[Data records]
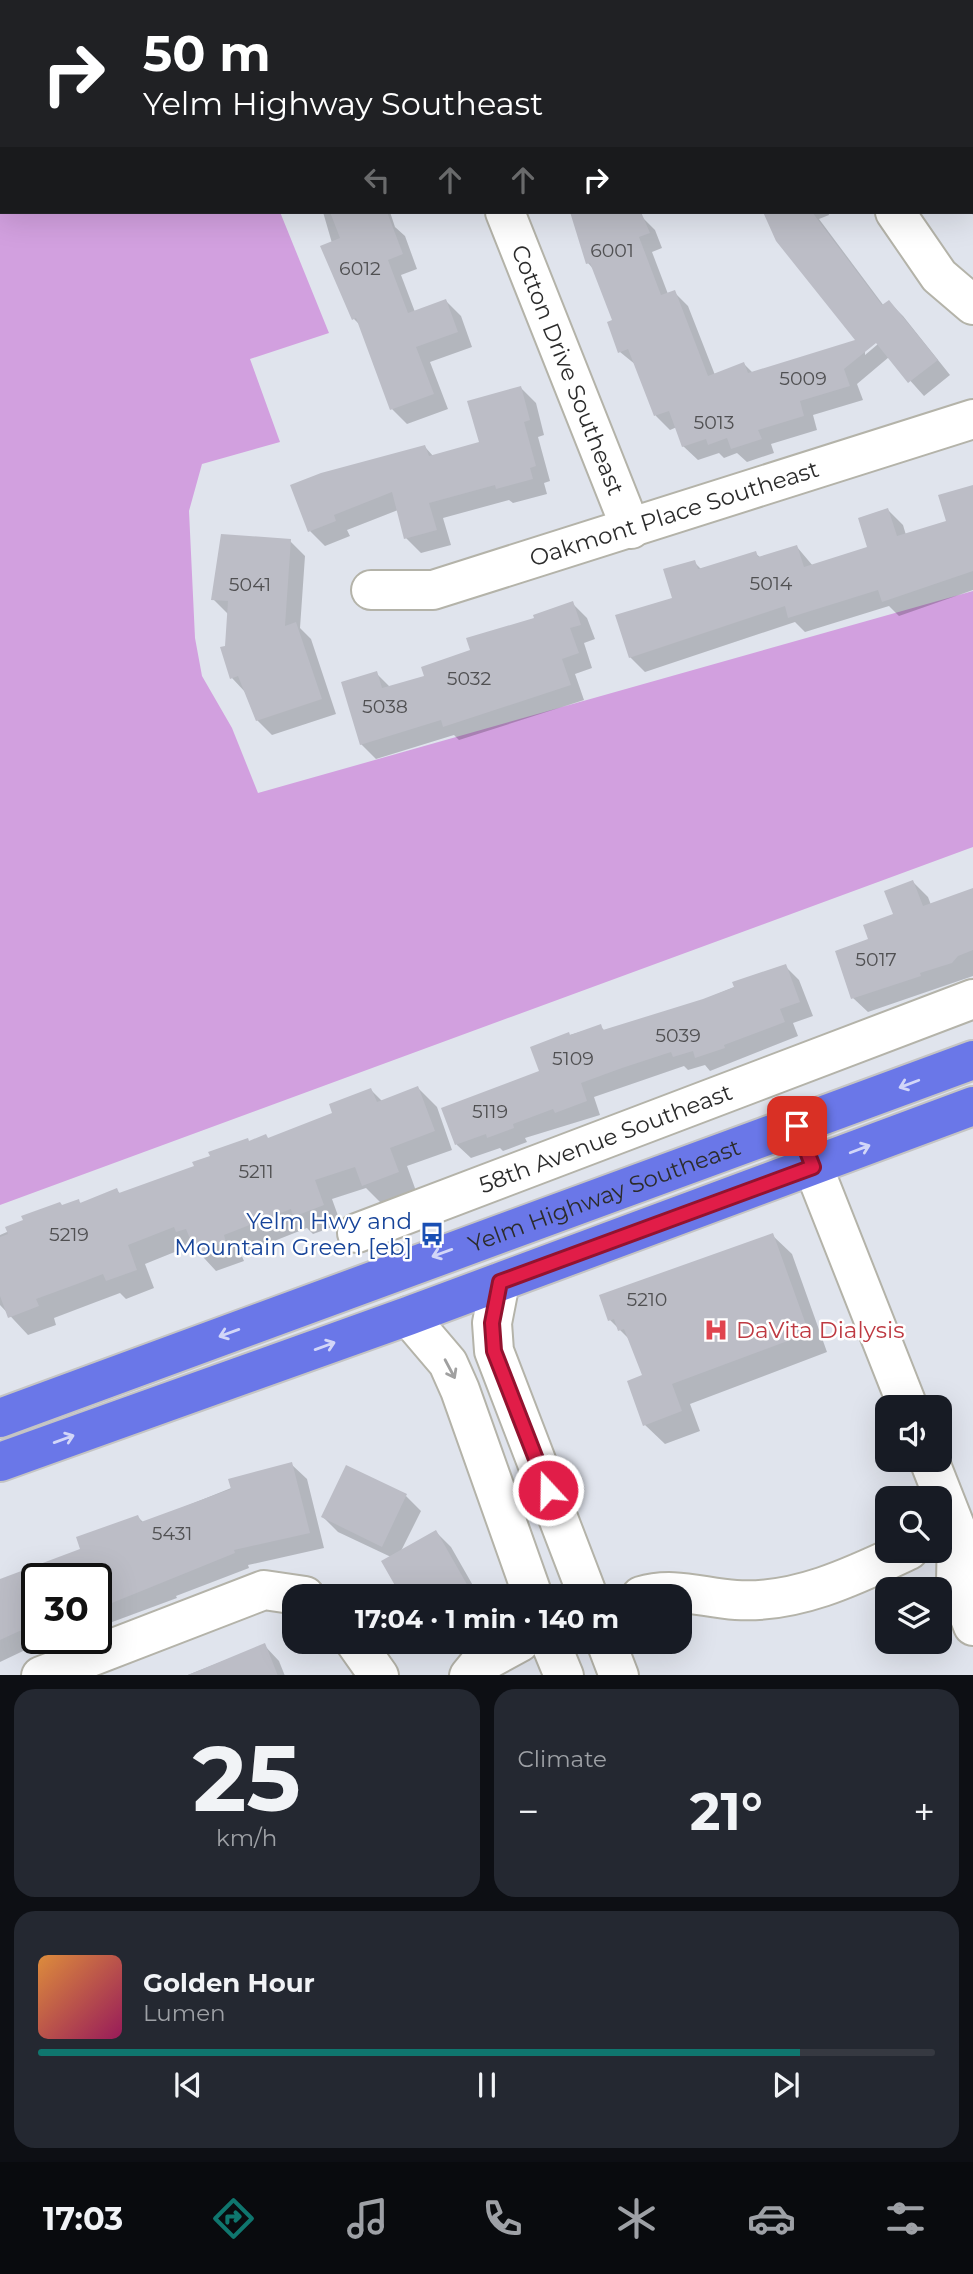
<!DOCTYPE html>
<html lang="en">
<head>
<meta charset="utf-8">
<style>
  body { margin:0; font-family:Montserrat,sans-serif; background:#242831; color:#f1f3f6; height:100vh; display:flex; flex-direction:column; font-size:26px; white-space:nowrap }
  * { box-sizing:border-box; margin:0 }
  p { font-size:23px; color:#9ea1a6 }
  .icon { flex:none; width:38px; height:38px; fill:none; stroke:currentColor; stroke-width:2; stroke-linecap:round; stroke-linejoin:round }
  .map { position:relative; height:1675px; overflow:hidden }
  .details { display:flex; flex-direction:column; gap:14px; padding:14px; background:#0d0f14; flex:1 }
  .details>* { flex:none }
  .guide { position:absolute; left:0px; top:0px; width:973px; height:214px; box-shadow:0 7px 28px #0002; background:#202124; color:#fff; overflow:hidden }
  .tools { position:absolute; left:875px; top:1395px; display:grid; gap:14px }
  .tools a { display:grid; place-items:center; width:77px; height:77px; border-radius:14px; background:#171b24; box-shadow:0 7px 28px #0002; font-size:35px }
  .speed { position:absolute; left:21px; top:1563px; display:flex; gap:14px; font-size:35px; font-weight:700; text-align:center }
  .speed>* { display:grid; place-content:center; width:91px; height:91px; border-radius:50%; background:#171b24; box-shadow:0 7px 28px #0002; line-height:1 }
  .speed .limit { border:4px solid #111; border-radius:10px; background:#fff; color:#111 }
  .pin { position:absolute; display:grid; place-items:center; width:60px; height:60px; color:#fff; margin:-30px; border-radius:14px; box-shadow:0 4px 10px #0006 }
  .me { position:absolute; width:77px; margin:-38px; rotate:339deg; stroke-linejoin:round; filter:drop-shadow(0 0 5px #0008) }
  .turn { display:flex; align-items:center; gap:24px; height:147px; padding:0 28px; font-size:32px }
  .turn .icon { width:91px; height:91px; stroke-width:2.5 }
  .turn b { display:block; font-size:49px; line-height:60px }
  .lanes { display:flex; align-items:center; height:66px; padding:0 28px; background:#0003; justify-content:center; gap:35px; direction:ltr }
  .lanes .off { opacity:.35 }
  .big { font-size:52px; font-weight:700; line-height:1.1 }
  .details .tile { flex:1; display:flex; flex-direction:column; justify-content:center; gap:10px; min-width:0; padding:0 24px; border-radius:21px; background:#242831 }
  .details .dial { align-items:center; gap:0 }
  .dial b { font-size:91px; line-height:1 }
  .song { display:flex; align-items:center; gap:21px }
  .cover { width:84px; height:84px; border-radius:10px; background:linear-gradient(135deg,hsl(30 70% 55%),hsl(330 70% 35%)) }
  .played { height:7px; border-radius:4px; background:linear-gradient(90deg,#0f766e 85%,#363941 85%) }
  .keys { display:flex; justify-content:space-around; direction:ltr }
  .heat { display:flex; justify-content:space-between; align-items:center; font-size:38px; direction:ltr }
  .details .tiles { flex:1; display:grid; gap:14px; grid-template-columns:1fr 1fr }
  .tile:last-child { grid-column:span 2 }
  .trip { position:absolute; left:282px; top:1584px; width:410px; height:70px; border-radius:21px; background:#171b24; box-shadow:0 7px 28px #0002; font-weight:700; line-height:70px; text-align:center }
  .tab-bar { display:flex; height:112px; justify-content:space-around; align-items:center; background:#090b0e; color:#9ea1a6 }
  .tab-bar .icon { width:49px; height:49px }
  .tab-bar .selected { color:#0f766e }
  .tab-bar b { font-size:32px; color:#f1f3f6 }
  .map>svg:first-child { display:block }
</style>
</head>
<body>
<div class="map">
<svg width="973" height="1676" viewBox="0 0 973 1676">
  <rect width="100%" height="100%" fill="#e0e4ed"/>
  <path fill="#d2a0df" d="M0,0L120,2H2V212H280L329,333L250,359L280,442L202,464L189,511L195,638L202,676L232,728L258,793L973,591V847L0,1205Z"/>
  <path fill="#0003" fill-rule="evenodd" d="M230,0H312L307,2Z
    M504,0H622L623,2H505Z
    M663,0H742L743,2H665Z
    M868,0H919L920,2H868Z
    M971,91L973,93V215L971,212Z
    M323,212H390L395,227L405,236L417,269L401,275L415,312L446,301L461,316L472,347L430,362L448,409L407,424L392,409L360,325L354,319Z
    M572,212H632L634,219L641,216L655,230L662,248L652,252L668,294L674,292L688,306L715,375L744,364L753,373L858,341L778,240L765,212H828L829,215L819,219L884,306L889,302L903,316L950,375L924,396L889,357L857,384L863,400L813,415L817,430L771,444L774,453L747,462L737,453L724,458L719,453L698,460L683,446L677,427L670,430L656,416L636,365L620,352L615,321L595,271L588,263ZM881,337L884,339L865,355V350Z
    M521,388L536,403L544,435L538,437L550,481L544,483L547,494L513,503L509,500L443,518L451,545L421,553L406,538L398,510L347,530L350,536L325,546L310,531L425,447L434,457L481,444Z
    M973,487V590L899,616L889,606L805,632L795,622L645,672L630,657L674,599L694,562L702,570L755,553L761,558L797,547L813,566L870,548L888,510L903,525L906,535L948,522Z
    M290,541L305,556L300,628L311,639L336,714L272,735L257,720L246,693L232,678L226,647L229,615L213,599Z
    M572,603L587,618L595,639L584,643L592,668L575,674L584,700L459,740L454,735L376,759L361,744L376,673L390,687L426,677Z
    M913,882L928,897L931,905L973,890V976L868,1012L853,998L870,940L895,915Z
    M785,966L799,980L813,1016L793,1023L798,1036L710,1071L705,1065L688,1070L684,1066L594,1097L600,1115L525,1138L527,1142L503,1151L500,1148L471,1158L457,1145L443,1109L541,1072L543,1043L600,1026L605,1031L703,1000Z
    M418,1088L437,1107L452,1150L407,1166L416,1191L382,1204L366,1188L332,1199L341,1224L313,1234L307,1228L241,1254L244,1261L216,1271L192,1245L145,1264L154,1288L126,1299L120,1293L96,1302L54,1318L56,1325L28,1335L0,1305V1235L78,1201L82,1204L117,1191L121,1194L196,1167L250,1142L269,1140L335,1114L371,1090L383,1102Z
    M772,1235L792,1254L827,1352L690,1404L700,1431L665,1444L645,1425L644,1376L631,1341L610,1320Z
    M291,1464L307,1479L324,1548L248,1565L249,1568L176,1596L177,1598L96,1628V1578H37V1638H71L46,1647L42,1642L0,1662V1580L82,1550L138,1517L144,1523Z
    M406,1496L421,1511L401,1551L436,1532L451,1547L479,1596H405L391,1557L338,1532L323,1517Z
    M264,1645L279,1661L285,1676H185Z"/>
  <path fill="#bcbdc6" d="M330,212H387L403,254L388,260L408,313L446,299L458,332L416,347L434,394L390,410L356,318L352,320L320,246L340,238Z
    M570,212H641L650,233L639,237L661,295L675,290L708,376L744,362L748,373L855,340L776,241L763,212H812L882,305L889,300L938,360L908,383L876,343L844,369L850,386L800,401L804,416L758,430L762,439L731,449L727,438L708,445L706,439L682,447L669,411L654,416L628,349L618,353L607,322L612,320L590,263L586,264Z
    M521,386L530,420L524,422L536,466L530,468L533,479L496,489L495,485L429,503L437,530L404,539L392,492L334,515L336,521L308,532L290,485L321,473L425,445L429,456L479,442L467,401Z
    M973,485V571L882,602L878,590L788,618L785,606L629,658L615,615L672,598L663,569L695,560L698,569L756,551L758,557L797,545L804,567L867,547L858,518L888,508L897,536L946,521L938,495Z
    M221,534L291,539L285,626L296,622L322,699L256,721L238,676L230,679L220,647L225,646L228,601L211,600Z
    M573,601L581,625L570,628L579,653L562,659L571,685L443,727L441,720L360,745L341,682L377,671L382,688L424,676L421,667L470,650L466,638L534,618L533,615Z
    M913,880L923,906L973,888V950L958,956L952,963L920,973L921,976L851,999L835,951L868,939L863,925L893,914L884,891Z
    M786,964L800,1002L780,1009L785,1022L724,1045L725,1048L695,1058L693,1051L673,1057L671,1052L622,1068L581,1083L587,1101L555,1113L553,1109L513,1124L514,1128L487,1138L486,1134L455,1145L441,1108L539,1071L530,1047L569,1032L570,1035L601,1024L603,1030L703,999L734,987L732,982Z
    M418,1086L435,1131L390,1148L399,1172L362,1186L355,1167L315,1180L324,1205L293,1217L291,1209L224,1235L226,1242L196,1253L186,1229L176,1232L174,1227L128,1245L137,1270L106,1281L103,1274L77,1284L36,1299L39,1306L8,1318L0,1296V1237L8,1234L5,1227L23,1220L21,1216L60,1202L62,1205L79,1199L80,1203L117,1188L119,1193L194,1166L192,1162L210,1156L208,1152L248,1138L249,1141L266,1134L268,1138L332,1113L329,1104L371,1088L377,1102Z
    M773,1233L809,1333L672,1384L682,1411L643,1426L627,1381L642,1375L624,1329L618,1331L614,1319L608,1321L599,1295Z
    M292,1462L310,1533L234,1550L235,1553L102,1607L96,1592V1578H37V1623L0,1640V1579L80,1549L76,1537L138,1515L141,1522L231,1489L228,1479Z
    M346,1465L407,1494L382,1547L321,1517Z
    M436,1530L469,1588L454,1596H401L381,1561Z
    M265,1643L278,1676H188V1675Z"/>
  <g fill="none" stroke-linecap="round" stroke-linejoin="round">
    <g stroke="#b4b3a9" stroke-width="42">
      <g id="minor">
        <path d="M421,0L422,2"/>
        <path d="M799,0L800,2"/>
        <path id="s1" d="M505,212L631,529"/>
        <path d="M895,212L939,276L973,305"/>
        <path id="s2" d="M371,590H433L973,419"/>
        <path d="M797,1126L908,1407"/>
        <path id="s3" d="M357,1233L973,999"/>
        <path d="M500,1282L492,1323L494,1351L588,1596"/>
        <path d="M408,1316L448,1363L460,1390L533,1596"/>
        <path d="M929,1460L957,1531L973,1555"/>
        <path d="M957,1531L956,1582L973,1626"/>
        <path d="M641,1596C674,1586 703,1598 736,1600C797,1604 856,1575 909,1550"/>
        <path d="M355,1642L379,1676"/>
        <path d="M550,1642L564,1676"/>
        <path d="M606,1642L619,1676"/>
        <path d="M41,1676L264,1590L305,1596"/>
        <path d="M469,1676L478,1665L520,1642"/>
      </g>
    </g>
    <g stroke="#c4c4c4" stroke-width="42">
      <g id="major">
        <path id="s4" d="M0,1418L973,1060"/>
        <path d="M0,1462L408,1316L973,1106"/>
      </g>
    </g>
    <use href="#minor" stroke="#fff" stroke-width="38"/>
    <use href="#major" stroke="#6a77e8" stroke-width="38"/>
  </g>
  <defs><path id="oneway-shaft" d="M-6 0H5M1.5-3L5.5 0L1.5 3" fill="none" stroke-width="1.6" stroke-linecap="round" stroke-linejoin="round" transform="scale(1.75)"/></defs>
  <g stroke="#d2d6f8">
    <use href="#oneway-shaft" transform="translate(909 1084) rotate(159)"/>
    <use href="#oneway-shaft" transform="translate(860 1149) rotate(-21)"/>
    <use href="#oneway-shaft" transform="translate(442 1253) rotate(160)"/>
    <use href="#oneway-shaft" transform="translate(229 1333) rotate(160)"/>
    <use href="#oneway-shaft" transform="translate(325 1346) rotate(-20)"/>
    <use href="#oneway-shaft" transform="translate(64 1439) rotate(-20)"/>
  </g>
  <use stroke="#a0a0a0" href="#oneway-shaft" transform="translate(450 1369) rotate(62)"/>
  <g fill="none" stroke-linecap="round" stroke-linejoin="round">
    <g stroke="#92132f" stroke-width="18">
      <path id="route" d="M548,1490L494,1351L492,1323L500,1282L813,1167L797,1126"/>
    </g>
    <use href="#route" stroke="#e11d48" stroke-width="12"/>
  </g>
  <defs>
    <g id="bus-bare" transform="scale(1.89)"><path d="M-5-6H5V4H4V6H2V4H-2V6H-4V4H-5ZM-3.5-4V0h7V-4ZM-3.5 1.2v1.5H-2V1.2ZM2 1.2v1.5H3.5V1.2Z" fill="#1a4fb4" stroke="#fff" stroke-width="2.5" paint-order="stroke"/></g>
    <g id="hospital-bare" transform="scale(1.89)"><path d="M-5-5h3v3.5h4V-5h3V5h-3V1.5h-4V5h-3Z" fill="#e0444e" stroke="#fff" stroke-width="2.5" paint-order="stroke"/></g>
  </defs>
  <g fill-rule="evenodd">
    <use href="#bus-bare" x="432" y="1234"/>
    <use href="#hospital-bare" x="716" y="1330"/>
  </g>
  <g text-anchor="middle" stroke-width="5" stroke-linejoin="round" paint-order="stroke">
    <g font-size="19" fill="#505052">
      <text x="612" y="257">6001</text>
      <text x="360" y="275">6012</text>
      <text x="803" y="385">5009</text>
      <text x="714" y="429">5013</text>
      <text x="771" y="590">5014</text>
      <text x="250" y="591">5041</text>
      <text x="469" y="685">5032</text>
      <text x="385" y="713">5038</text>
      <text x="876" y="966">5017</text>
      <text x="678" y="1042">5039</text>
      <text x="573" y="1065">5109</text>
      <text x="490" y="1118">5119</text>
      <text x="256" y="1178">5211</text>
      <text x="69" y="1241">5219</text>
      <text x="647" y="1306">5210</text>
      <text x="172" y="1540">5431</text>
    </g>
    <g font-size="23" fill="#2c2c2c" stroke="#fff">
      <text dy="8" stroke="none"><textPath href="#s1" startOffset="170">Cotton Drive Southeast</textPath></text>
      <text dy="8" stroke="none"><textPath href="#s2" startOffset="315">Oakmont Place Southeast</textPath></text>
      <text dy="8" stroke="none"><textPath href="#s3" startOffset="266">58th Avenue Southeast</textPath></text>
      <text dy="8" stroke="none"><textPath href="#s4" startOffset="644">Yelm Highway Southeast</textPath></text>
    </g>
    <g font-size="23" fill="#164399" stroke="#fff" text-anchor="end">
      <text x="412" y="1229">Yelm Hwy and<tspan x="412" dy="26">Mountain Green [eb]</tspan></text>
    </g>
    <g font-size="23" fill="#be3a42" stroke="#fff" text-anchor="start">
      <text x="736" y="1338">DaVita Dialysis</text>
    </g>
  </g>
</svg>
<div class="tools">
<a><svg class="icon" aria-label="sound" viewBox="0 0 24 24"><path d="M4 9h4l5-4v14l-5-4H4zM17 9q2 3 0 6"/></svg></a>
<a><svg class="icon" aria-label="search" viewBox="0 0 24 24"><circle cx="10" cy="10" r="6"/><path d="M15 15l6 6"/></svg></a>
<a><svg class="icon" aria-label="layers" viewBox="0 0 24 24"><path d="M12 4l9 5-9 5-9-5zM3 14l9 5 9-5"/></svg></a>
</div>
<div class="speed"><div class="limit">30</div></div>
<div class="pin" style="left:797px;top:1126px;background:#d93025"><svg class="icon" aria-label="arrive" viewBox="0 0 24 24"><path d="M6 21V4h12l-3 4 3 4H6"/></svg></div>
<svg class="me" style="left:548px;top:1490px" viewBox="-20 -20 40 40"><circle r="17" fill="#e11d48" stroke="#fff" stroke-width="3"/><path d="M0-11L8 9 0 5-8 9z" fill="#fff"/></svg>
<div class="trip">17:04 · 1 min · 140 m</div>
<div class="guide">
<div class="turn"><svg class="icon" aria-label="right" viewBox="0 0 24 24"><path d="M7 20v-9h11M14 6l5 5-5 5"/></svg><div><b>50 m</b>Yelm Highway Southeast</div></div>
<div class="lanes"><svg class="icon off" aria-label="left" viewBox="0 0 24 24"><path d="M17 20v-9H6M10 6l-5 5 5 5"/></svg><svg class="icon off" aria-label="ahead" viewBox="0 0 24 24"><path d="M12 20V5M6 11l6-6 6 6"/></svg><svg class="icon off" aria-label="ahead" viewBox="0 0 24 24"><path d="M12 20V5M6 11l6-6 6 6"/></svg><svg class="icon" aria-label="right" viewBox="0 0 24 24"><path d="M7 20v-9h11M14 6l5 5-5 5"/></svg></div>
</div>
</div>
<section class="details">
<div class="tiles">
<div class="tile dial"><b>25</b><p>km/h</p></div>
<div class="tile"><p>Climate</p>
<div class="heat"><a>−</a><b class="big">21°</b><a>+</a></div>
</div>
<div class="tile">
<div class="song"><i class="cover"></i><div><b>Golden Hour</b><p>Lumen</p></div></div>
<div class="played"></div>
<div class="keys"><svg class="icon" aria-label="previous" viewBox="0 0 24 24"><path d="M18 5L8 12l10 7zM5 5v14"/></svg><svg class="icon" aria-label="pause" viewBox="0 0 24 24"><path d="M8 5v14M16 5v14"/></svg><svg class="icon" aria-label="next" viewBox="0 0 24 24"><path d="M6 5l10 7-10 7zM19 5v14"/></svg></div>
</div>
</div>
</section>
<nav class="tab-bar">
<b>17:03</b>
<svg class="icon selected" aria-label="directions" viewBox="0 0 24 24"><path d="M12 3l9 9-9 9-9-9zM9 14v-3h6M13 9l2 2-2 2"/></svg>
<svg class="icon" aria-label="music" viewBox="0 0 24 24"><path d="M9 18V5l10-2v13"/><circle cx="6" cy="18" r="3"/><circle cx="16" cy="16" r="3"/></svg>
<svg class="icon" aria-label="phone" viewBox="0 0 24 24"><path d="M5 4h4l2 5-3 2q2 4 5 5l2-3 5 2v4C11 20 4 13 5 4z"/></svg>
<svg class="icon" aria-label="climate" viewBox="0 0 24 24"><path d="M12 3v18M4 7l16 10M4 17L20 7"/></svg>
<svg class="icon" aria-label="car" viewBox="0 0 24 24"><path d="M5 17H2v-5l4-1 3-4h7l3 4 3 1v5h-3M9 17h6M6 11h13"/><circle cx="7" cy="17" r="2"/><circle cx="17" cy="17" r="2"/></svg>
<svg class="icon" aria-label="filters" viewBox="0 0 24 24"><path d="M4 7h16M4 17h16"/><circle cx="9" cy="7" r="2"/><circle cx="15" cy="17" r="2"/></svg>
</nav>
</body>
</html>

■ Exercise aim ■
Gather every line from the entries above where the word "gradient" appears, and copy them.

■ Result of the exercise ■
  .cover { width:84px; height:84px; border-radius:10px; background:linear-gradient(135deg,hsl(30 70% 55%),hsl(330 70% 35%)) }
  .played { height:7px; border-radius:4px; background:linear-gradient(90deg,#0f766e 85%,#363941 85%) }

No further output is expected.